- Opening Delimiter -

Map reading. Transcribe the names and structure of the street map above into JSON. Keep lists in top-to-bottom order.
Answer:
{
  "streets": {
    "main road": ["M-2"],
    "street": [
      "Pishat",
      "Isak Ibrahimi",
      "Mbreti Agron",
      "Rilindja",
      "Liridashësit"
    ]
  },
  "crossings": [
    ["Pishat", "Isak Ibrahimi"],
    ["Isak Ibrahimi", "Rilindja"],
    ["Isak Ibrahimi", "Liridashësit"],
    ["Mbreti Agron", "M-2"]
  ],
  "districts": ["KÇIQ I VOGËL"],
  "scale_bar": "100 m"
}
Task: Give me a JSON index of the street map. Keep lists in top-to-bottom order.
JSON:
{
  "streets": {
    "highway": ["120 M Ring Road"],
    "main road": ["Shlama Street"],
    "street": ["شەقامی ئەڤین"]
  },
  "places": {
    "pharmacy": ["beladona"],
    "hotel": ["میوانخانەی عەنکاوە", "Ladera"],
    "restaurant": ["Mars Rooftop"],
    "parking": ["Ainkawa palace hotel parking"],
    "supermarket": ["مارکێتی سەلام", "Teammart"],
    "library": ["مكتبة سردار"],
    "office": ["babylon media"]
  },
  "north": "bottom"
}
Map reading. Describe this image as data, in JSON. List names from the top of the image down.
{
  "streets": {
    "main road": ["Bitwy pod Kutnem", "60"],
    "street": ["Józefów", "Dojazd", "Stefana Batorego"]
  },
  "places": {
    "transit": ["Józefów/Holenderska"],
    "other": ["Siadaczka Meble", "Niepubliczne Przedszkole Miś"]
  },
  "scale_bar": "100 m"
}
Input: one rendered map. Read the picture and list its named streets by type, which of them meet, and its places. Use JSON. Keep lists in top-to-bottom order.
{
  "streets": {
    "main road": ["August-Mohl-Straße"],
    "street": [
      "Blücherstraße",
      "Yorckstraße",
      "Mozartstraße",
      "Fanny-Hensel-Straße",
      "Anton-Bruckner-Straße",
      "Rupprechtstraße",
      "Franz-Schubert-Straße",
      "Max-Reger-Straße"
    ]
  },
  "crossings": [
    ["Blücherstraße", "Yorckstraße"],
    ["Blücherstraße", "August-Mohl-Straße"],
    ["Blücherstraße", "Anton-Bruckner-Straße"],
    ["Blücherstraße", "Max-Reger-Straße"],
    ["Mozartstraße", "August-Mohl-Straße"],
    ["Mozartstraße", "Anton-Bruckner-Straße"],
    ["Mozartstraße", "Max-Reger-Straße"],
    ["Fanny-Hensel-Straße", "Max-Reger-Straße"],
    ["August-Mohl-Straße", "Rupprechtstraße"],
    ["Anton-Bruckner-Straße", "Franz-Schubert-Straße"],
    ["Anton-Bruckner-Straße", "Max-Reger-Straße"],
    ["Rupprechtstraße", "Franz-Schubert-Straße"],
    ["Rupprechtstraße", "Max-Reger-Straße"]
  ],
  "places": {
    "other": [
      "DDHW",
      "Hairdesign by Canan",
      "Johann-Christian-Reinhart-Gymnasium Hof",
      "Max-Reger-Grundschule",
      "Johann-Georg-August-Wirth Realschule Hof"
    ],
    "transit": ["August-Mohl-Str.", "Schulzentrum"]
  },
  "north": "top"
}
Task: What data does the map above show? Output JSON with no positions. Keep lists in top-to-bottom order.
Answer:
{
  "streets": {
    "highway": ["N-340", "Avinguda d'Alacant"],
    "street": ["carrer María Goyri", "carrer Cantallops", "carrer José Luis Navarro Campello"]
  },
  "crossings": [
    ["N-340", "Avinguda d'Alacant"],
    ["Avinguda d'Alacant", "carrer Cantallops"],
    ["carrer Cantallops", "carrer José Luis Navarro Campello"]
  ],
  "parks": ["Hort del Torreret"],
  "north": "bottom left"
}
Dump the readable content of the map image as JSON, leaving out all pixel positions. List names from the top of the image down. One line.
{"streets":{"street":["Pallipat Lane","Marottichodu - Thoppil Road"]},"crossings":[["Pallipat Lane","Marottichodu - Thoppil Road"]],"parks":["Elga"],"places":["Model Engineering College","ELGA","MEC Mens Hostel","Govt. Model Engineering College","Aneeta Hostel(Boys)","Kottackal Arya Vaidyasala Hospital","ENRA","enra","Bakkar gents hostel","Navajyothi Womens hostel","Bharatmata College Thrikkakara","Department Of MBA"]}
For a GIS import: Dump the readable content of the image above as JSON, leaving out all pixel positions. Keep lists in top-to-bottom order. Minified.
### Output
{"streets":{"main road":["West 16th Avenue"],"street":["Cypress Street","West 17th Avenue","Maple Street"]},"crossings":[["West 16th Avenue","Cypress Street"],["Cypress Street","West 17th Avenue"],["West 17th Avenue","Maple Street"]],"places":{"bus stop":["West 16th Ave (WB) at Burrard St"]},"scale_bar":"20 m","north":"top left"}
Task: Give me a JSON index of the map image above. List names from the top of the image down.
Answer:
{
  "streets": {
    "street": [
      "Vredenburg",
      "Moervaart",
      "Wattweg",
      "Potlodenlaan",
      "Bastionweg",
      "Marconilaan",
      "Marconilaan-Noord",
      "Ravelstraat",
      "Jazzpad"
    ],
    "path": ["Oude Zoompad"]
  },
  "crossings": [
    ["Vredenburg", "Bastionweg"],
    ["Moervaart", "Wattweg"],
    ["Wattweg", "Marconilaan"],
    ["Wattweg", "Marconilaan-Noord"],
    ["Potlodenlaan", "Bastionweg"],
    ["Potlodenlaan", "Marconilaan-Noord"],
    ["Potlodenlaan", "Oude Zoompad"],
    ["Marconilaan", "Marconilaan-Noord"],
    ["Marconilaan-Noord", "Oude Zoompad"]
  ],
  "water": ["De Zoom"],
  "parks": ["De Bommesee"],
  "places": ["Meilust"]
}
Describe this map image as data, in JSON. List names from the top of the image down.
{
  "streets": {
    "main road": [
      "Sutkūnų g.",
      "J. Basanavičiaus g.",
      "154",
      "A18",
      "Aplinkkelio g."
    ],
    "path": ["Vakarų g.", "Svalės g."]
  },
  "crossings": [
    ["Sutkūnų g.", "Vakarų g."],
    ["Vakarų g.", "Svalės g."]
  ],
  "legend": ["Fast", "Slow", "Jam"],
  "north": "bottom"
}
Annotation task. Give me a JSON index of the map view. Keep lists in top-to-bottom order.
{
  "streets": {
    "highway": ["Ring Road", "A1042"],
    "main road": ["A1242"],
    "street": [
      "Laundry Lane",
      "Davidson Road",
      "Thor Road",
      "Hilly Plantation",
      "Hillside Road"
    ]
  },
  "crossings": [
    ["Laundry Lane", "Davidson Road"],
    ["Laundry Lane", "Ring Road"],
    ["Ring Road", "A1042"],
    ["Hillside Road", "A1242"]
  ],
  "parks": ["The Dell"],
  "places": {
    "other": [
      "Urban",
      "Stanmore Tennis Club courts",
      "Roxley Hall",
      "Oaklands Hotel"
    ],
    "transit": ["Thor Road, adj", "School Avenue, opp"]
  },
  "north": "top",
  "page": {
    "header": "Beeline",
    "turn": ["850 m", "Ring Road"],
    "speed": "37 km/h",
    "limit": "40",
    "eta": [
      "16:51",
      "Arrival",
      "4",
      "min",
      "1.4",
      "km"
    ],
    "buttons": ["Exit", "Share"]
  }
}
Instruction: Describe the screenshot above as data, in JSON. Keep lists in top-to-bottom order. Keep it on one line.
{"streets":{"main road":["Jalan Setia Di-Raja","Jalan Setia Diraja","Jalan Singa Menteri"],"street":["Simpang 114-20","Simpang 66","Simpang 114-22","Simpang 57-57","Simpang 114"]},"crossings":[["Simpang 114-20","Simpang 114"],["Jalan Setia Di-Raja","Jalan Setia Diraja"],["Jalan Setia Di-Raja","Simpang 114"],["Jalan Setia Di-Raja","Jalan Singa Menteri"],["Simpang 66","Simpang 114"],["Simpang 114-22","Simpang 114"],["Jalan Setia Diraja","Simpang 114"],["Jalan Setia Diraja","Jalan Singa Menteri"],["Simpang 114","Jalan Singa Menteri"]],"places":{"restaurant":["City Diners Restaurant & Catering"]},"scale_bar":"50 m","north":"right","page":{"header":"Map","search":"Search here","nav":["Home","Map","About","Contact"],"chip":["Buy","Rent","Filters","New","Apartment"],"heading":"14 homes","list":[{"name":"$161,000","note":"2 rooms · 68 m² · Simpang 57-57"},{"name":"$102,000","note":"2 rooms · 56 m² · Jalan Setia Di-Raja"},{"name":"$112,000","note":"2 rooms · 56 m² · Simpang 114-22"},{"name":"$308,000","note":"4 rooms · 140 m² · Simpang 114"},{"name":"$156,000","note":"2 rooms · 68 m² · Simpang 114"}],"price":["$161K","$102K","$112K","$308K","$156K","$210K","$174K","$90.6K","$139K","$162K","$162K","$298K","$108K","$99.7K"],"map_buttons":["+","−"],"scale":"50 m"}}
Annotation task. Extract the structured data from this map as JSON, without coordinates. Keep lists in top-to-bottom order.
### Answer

- Closing Delimiter -

• Work item:
Could you retype exactly the lines from the first one of the records through the line containing "Task: Give me a JSON index of the street", both included, and nothing more?

• Exercise output:
Map reading. Transcribe the names and structure of the street map above into JSON. Keep lists in top-to-bottom order.
Answer:
{
  "streets": {
    "main road": ["M-2"],
    "street": [
      "Pishat",
      "Isak Ibrahimi",
      "Mbreti Agron",
      "Rilindja",
      "Liridashësit"
    ]
  },
  "crossings": [
    ["Pishat", "Isak Ibrahimi"],
    ["Isak Ibrahimi", "Rilindja"],
    ["Isak Ibrahimi", "Liridashësit"],
    ["Mbreti Agron", "M-2"]
  ],
  "districts": ["KÇIQ I VOGËL"],
  "scale_bar": "100 m"
}
Task: Give me a JSON index of the street map. Keep lists in top-to-bottom order.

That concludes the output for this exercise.